» **Work item**: Reproduce, unaltered, the line with "Enumerate the labels" along with every line that follows it in the records, up to the last.

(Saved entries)
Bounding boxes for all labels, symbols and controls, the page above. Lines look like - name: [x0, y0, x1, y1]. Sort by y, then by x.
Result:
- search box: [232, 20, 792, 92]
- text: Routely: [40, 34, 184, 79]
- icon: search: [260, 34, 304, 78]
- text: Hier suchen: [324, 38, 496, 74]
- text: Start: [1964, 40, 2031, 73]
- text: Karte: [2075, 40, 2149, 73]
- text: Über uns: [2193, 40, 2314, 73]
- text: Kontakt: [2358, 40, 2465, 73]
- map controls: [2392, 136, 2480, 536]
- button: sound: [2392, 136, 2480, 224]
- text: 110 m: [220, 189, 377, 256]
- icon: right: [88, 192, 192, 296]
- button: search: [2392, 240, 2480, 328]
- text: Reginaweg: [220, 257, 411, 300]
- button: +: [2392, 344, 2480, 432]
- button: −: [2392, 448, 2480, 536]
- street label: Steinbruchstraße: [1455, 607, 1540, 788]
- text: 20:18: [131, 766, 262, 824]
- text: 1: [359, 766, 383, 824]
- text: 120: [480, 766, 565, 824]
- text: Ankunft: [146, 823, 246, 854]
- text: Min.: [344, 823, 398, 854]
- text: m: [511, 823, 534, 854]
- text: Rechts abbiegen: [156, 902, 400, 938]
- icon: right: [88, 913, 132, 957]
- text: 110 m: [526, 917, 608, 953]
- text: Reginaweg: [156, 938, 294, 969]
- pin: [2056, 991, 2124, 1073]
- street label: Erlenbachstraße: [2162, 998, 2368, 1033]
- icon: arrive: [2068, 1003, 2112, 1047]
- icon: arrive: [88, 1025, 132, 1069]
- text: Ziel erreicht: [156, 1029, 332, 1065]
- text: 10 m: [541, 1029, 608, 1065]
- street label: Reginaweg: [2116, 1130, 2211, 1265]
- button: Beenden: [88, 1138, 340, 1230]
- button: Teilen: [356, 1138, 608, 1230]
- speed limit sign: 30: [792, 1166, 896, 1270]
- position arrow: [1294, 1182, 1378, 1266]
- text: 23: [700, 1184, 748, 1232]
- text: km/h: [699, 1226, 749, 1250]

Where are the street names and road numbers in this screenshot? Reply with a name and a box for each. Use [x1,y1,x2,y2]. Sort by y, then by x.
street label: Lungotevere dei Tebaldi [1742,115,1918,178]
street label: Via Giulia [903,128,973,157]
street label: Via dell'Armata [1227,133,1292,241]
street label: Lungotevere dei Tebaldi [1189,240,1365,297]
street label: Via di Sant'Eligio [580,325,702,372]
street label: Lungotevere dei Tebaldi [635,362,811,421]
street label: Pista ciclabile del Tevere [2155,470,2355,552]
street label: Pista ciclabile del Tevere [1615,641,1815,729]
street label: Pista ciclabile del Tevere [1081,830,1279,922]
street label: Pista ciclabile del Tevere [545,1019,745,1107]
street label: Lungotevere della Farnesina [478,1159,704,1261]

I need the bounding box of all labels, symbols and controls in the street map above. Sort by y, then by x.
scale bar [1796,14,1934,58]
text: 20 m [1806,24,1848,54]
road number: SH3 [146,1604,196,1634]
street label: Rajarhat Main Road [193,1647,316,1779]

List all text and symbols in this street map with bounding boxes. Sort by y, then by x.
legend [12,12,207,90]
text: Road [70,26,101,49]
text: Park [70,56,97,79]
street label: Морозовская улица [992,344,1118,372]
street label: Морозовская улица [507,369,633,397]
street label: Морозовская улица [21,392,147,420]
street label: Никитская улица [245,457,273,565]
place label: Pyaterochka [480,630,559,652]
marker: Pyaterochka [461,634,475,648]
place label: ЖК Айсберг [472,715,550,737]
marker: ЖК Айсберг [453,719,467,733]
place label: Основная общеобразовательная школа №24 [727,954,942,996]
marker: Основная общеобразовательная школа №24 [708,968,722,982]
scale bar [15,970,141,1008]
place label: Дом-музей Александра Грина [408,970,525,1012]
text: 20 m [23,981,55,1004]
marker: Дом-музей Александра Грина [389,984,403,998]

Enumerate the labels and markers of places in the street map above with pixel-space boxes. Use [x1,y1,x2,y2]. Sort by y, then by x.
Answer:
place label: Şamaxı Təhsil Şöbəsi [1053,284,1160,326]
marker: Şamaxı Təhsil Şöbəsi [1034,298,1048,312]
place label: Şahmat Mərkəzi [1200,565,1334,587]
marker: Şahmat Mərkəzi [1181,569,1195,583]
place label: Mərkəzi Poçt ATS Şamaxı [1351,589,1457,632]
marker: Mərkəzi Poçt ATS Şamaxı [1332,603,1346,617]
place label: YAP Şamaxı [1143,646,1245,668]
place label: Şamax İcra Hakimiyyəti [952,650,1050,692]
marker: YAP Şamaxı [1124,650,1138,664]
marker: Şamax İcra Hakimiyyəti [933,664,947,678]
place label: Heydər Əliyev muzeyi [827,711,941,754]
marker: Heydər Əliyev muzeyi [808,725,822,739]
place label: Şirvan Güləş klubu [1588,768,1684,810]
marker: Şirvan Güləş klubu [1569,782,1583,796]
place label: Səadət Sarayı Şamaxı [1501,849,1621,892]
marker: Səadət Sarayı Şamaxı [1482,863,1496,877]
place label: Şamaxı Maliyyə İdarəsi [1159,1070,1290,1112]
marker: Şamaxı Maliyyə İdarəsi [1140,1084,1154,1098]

» **Task solution**:
Enumerate the labels and markers of places in the street map above with pixel-space boxes. Use [x1,y1,x2,y2]. Sort by y, then by x.
Answer:
place label: Şamaxı Təhsil Şöbəsi [1053,284,1160,326]
marker: Şamaxı Təhsil Şöbəsi [1034,298,1048,312]
place label: Şahmat Mərkəzi [1200,565,1334,587]
marker: Şahmat Mərkəzi [1181,569,1195,583]
place label: Mərkəzi Poçt ATS Şamaxı [1351,589,1457,632]
marker: Mərkəzi Poçt ATS Şamaxı [1332,603,1346,617]
place label: YAP Şamaxı [1143,646,1245,668]
place label: Şamax İcra Hakimiyyəti [952,650,1050,692]
marker: YAP Şamaxı [1124,650,1138,664]
marker: Şamax İcra Hakimiyyəti [933,664,947,678]
place label: Heydər Əliyev muzeyi [827,711,941,754]
marker: Heydər Əliyev muzeyi [808,725,822,739]
place label: Şirvan Güləş klubu [1588,768,1684,810]
marker: Şirvan Güləş klubu [1569,782,1583,796]
place label: Səadət Sarayı Şamaxı [1501,849,1621,892]
marker: Səadət Sarayı Şamaxı [1482,863,1496,877]
place label: Şamaxı Maliyyə İdarəsi [1159,1070,1290,1112]
marker: Şamaxı Maliyyə İdarəsi [1140,1084,1154,1098]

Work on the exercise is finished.